:: GIVEN DATA ::
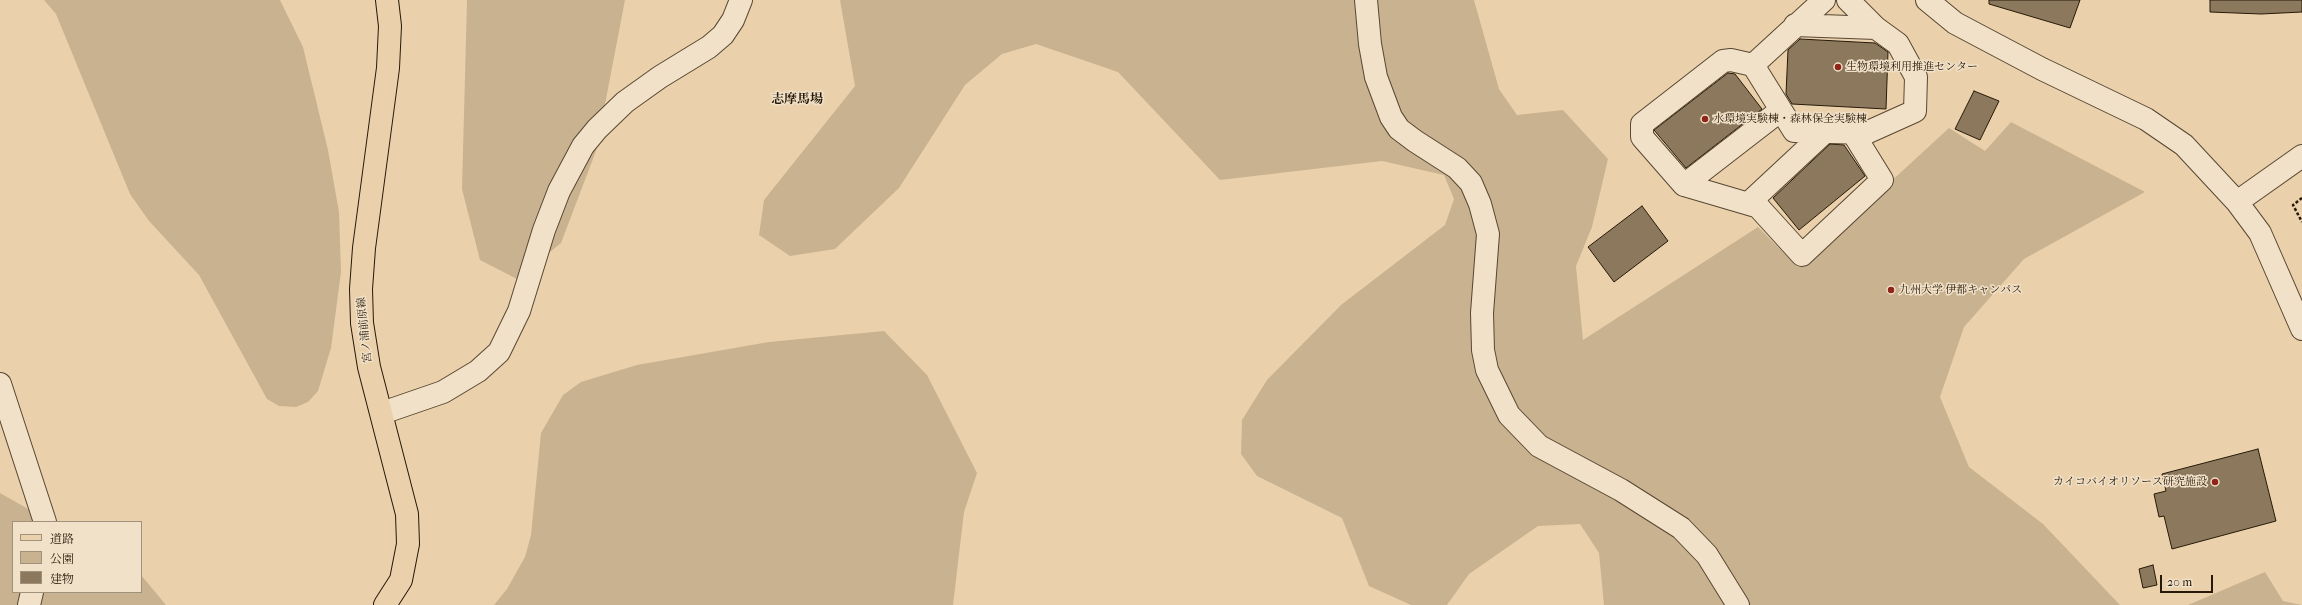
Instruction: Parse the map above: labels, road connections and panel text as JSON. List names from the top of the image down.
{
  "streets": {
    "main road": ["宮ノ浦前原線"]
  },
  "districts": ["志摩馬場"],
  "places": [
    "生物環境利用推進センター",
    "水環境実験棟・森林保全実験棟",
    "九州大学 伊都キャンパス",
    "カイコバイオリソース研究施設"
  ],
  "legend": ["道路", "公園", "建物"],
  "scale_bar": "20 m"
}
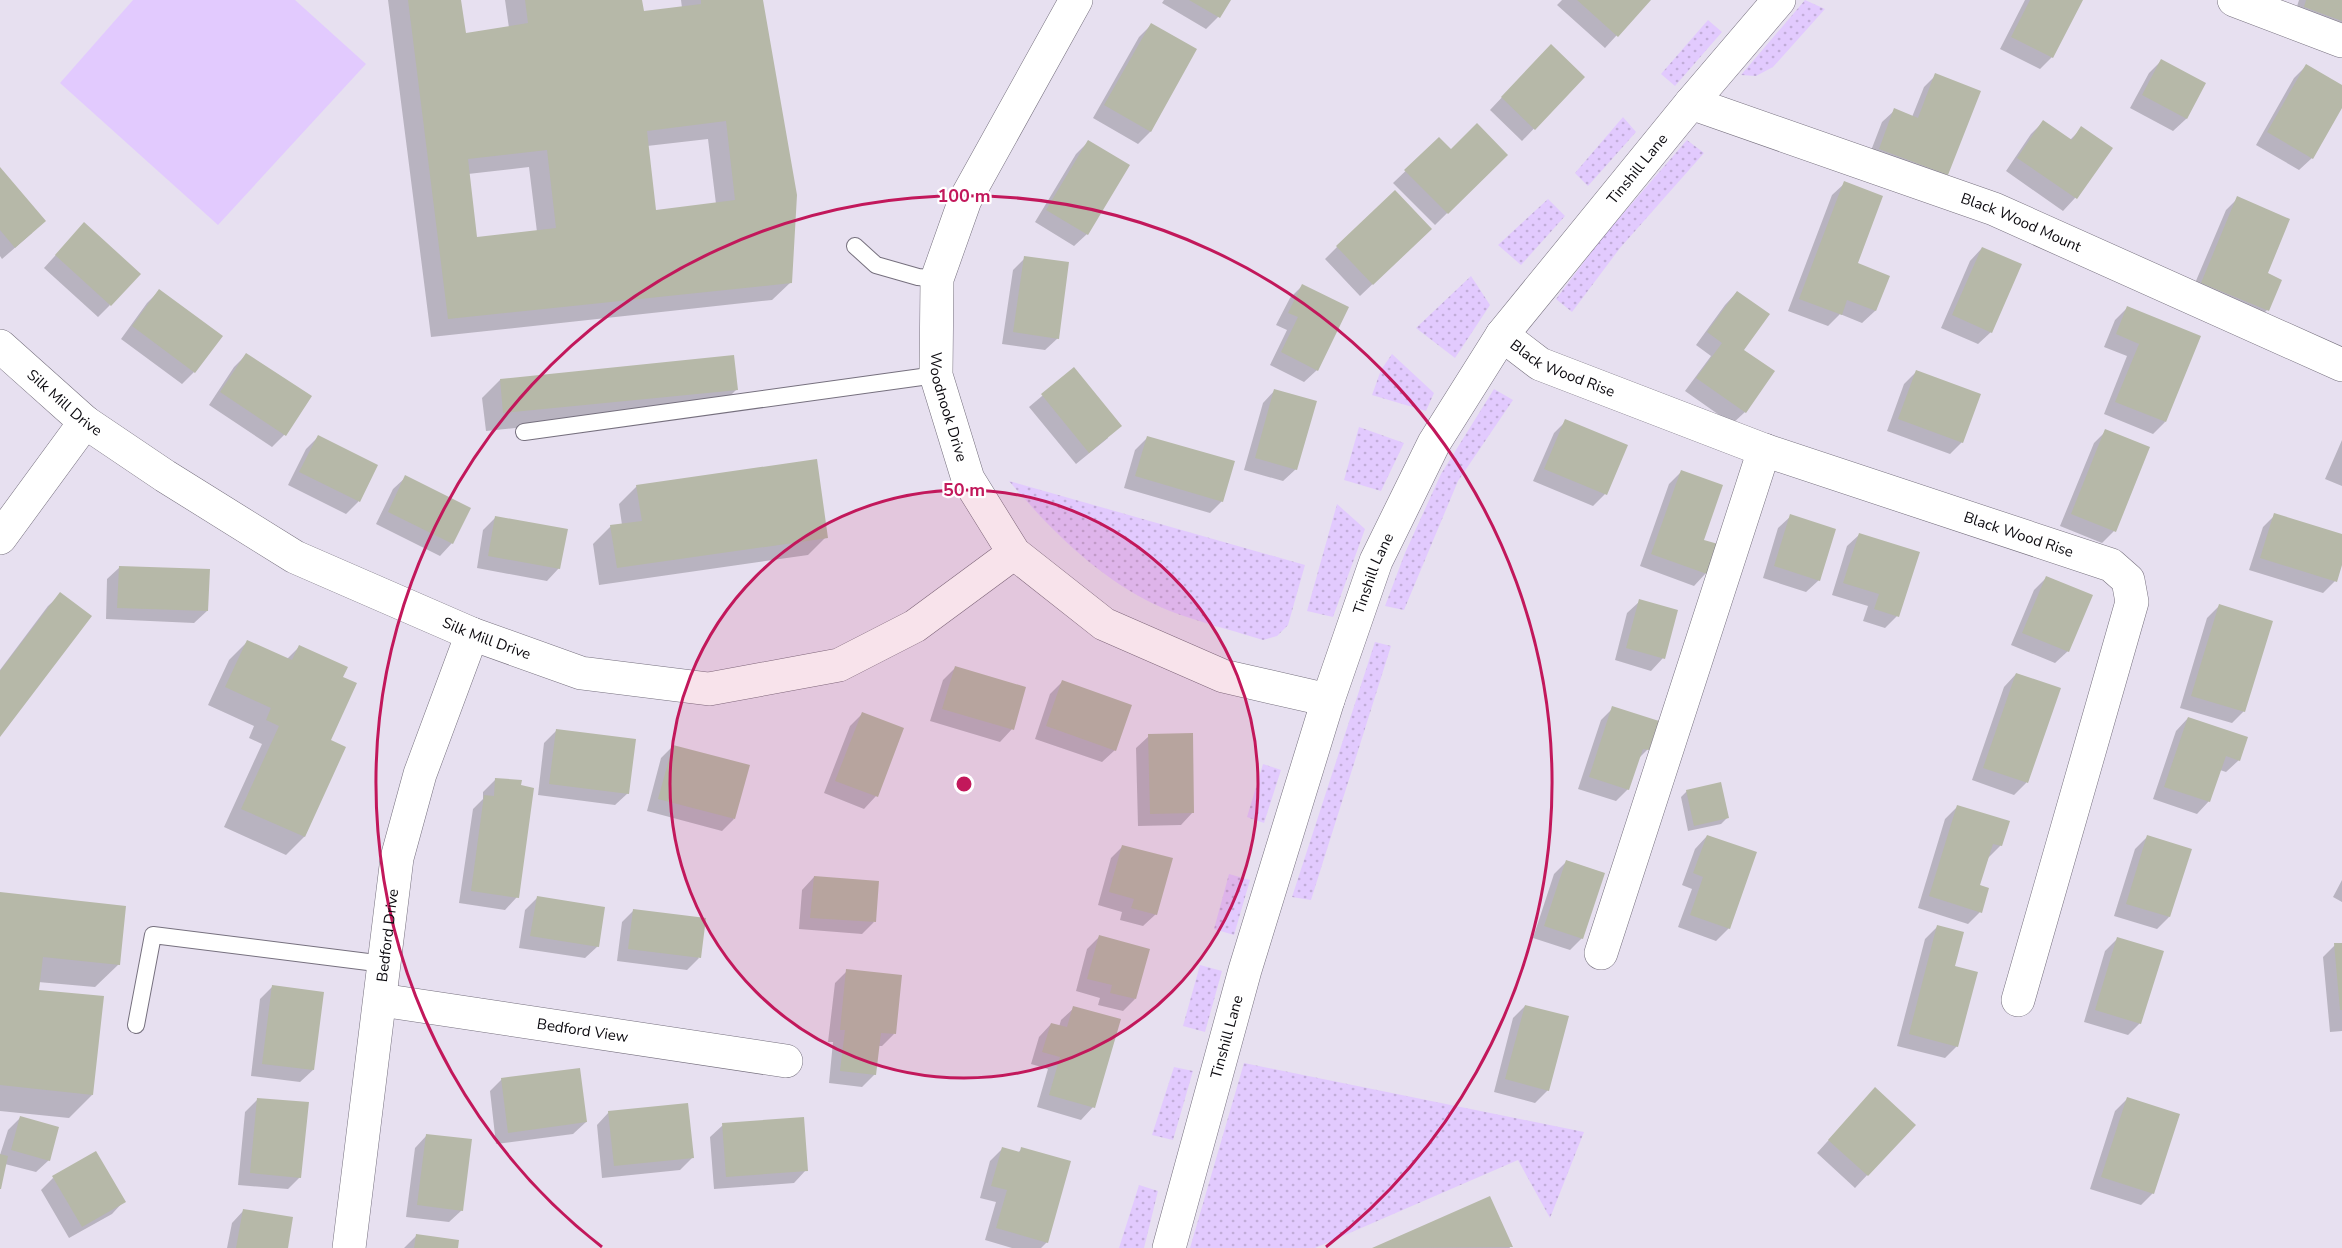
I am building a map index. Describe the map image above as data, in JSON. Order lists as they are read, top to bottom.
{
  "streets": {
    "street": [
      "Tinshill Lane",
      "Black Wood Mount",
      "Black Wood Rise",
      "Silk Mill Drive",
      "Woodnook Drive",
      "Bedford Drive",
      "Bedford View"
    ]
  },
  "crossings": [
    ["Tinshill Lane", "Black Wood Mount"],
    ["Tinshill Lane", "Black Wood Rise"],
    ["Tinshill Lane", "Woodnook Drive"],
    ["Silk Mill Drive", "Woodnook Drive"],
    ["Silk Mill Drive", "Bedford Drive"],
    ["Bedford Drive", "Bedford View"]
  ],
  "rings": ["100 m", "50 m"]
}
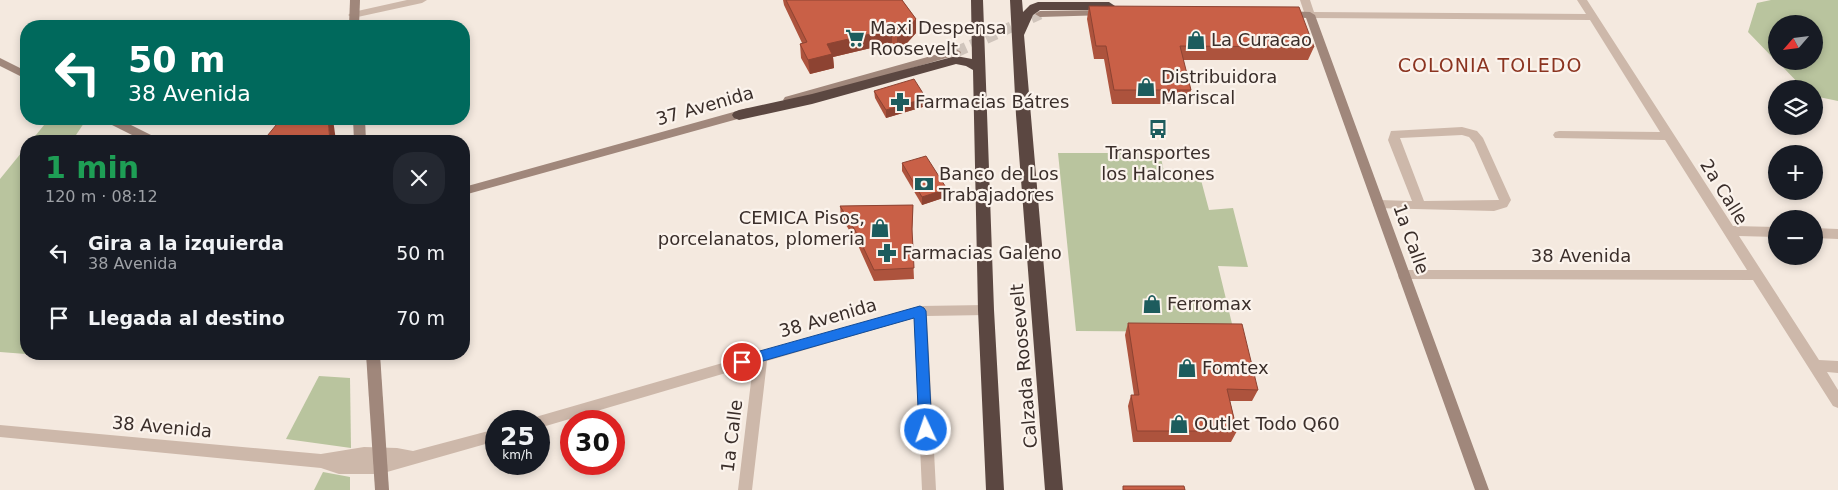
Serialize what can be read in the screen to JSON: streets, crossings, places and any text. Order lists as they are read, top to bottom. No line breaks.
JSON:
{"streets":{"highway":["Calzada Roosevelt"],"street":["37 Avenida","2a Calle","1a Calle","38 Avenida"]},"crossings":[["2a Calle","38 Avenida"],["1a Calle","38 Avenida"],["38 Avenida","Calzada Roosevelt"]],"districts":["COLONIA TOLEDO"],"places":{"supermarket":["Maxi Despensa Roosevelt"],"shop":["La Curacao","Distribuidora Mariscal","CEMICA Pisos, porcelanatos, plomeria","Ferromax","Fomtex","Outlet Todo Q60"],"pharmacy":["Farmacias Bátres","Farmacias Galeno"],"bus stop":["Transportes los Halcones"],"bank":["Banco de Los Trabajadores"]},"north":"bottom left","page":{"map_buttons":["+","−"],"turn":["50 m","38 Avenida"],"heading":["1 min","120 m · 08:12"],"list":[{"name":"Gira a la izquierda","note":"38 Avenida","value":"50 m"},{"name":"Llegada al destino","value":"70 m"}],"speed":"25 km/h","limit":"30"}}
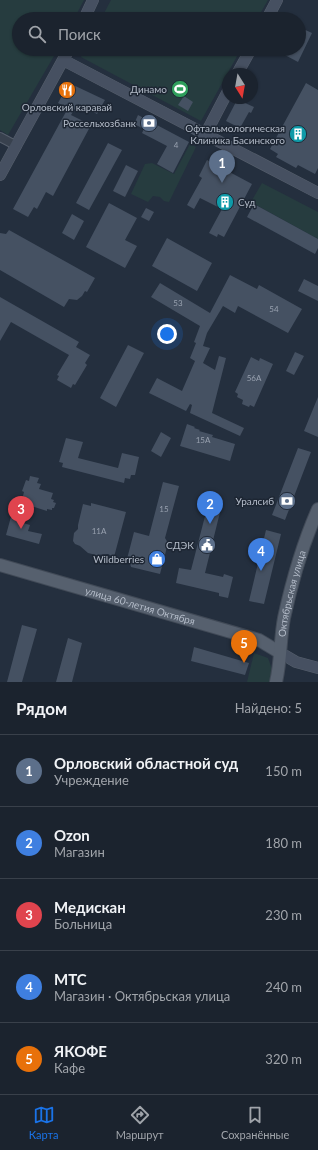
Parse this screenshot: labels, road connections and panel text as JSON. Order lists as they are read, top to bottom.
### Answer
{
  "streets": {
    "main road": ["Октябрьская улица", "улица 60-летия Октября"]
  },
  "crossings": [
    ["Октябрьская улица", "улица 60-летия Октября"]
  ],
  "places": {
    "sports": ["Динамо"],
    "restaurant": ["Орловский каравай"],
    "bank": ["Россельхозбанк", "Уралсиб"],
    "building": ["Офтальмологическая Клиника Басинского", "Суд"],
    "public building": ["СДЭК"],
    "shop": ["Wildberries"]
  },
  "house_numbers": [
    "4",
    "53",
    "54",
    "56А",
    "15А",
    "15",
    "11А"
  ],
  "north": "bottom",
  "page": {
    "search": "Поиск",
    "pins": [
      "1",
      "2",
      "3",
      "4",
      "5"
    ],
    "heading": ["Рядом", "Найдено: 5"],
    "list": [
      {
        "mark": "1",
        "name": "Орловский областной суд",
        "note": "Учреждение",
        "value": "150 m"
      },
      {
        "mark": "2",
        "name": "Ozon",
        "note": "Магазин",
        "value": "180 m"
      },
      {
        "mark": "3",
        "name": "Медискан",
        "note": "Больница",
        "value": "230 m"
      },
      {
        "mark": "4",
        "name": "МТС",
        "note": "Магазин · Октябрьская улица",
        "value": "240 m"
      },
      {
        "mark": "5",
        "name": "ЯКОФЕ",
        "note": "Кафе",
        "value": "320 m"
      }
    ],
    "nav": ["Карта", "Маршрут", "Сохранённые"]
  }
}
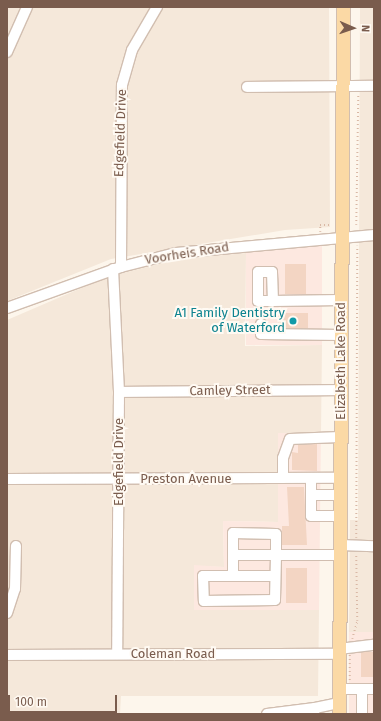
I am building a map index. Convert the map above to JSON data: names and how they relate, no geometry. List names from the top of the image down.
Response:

:: THE TASK ::
Will you restate every entry word for word and omit the images?

:: ANSWER TO THE PROBLEM ::
Instruction: Parse the map above: labels, road connections and panel text as JSON. List names from the top of the image down.
{
  "streets": {
    "main road": ["宮ノ浦前原線"]
  },
  "districts": ["志摩馬場"],
  "places": [
    "生物環境利用推進センター",
    "水環境実験棟・森林保全実験棟",
    "九州大学 伊都キャンパス",
    "カイコバイオリソース研究施設"
  ],
  "legend": ["道路", "公園", "建物"],
  "scale_bar": "20 m"
}
I am building a map index. Describe the map image above as data, in JSON. Order lists as they are read, top to bottom.
{
  "streets": {
    "street": [
      "Tinshill Lane",
      "Black Wood Mount",
      "Black Wood Rise",
      "Silk Mill Drive",
      "Woodnook Drive",
      "Bedford Drive",
      "Bedford View"
    ]
  },
  "crossings": [
    ["Tinshill Lane", "Black Wood Mount"],
    ["Tinshill Lane", "Black Wood Rise"],
    ["Tinshill Lane", "Woodnook Drive"],
    ["Silk Mill Drive", "Woodnook Drive"],
    ["Silk Mill Drive", "Bedford Drive"],
    ["Bedford Drive", "Bedford View"]
  ],
  "rings": ["100 m", "50 m"]
}
Serialize what can be read in the screen to JSON: streets, crossings, places and any text. Order lists as they are read, top to bottom. No line breaks.
JSON:
{"streets":{"highway":["Calzada Roosevelt"],"street":["37 Avenida","2a Calle","1a Calle","38 Avenida"]},"crossings":[["2a Calle","38 Avenida"],["1a Calle","38 Avenida"],["38 Avenida","Calzada Roosevelt"]],"districts":["COLONIA TOLEDO"],"places":{"supermarket":["Maxi Despensa Roosevelt"],"shop":["La Curacao","Distribuidora Mariscal","CEMICA Pisos, porcelanatos, plomeria","Ferromax","Fomtex","Outlet Todo Q60"],"pharmacy":["Farmacias Bátres","Farmacias Galeno"],"bus stop":["Transportes los Halcones"],"bank":["Banco de Los Trabajadores"]},"north":"bottom left","page":{"map_buttons":["+","−"],"turn":["50 m","38 Avenida"],"heading":["1 min","120 m · 08:12"],"list":[{"name":"Gira a la izquierda","note":"38 Avenida","value":"50 m"},{"name":"Llegada al destino","value":"70 m"}],"speed":"25 km/h","limit":"30"}}
Parse this screenshot: labels, road connections and panel text as JSON. Order lists as they are read, top to bottom.
### Answer
{
  "streets": {
    "main road": ["Октябрьская улица", "улица 60-летия Октября"]
  },
  "crossings": [
    ["Октябрьская улица", "улица 60-летия Октября"]
  ],
  "places": {
    "sports": ["Динамо"],
    "restaurant": ["Орловский каравай"],
    "bank": ["Россельхозбанк", "Уралсиб"],
    "building": ["Офтальмологическая Клиника Басинского", "Суд"],
    "public building": ["СДЭК"],
    "shop": ["Wildberries"]
  },
  "house_numbers": [
    "4",
    "53",
    "54",
    "56А",
    "15А",
    "15",
    "11А"
  ],
  "north": "bottom",
  "page": {
    "search": "Поиск",
    "pins": [
      "1",
      "2",
      "3",
      "4",
      "5"
    ],
    "heading": ["Рядом", "Найдено: 5"],
    "list": [
      {
        "mark": "1",
        "name": "Орловский областной суд",
        "note": "Учреждение",
        "value": "150 m"
      },
      {
        "mark": "2",
        "name": "Ozon",
        "note": "Магазин",
        "value": "180 m"
      },
      {
        "mark": "3",
        "name": "Медискан",
        "note": "Больница",
        "value": "230 m"
      },
      {
        "mark": "4",
        "name": "МТС",
        "note": "Магазин · Октябрьская улица",
        "value": "240 m"
      },
      {
        "mark": "5",
        "name": "ЯКОФЕ",
        "note": "Кафе",
        "value": "320 m"
      }
    ],
    "nav": ["Карта", "Маршрут", "Сохранённые"]
  }
}
I am building a map index. Convert the map above to JSON data: names and how they relate, no geometry. List names from the top of the image down.
Response:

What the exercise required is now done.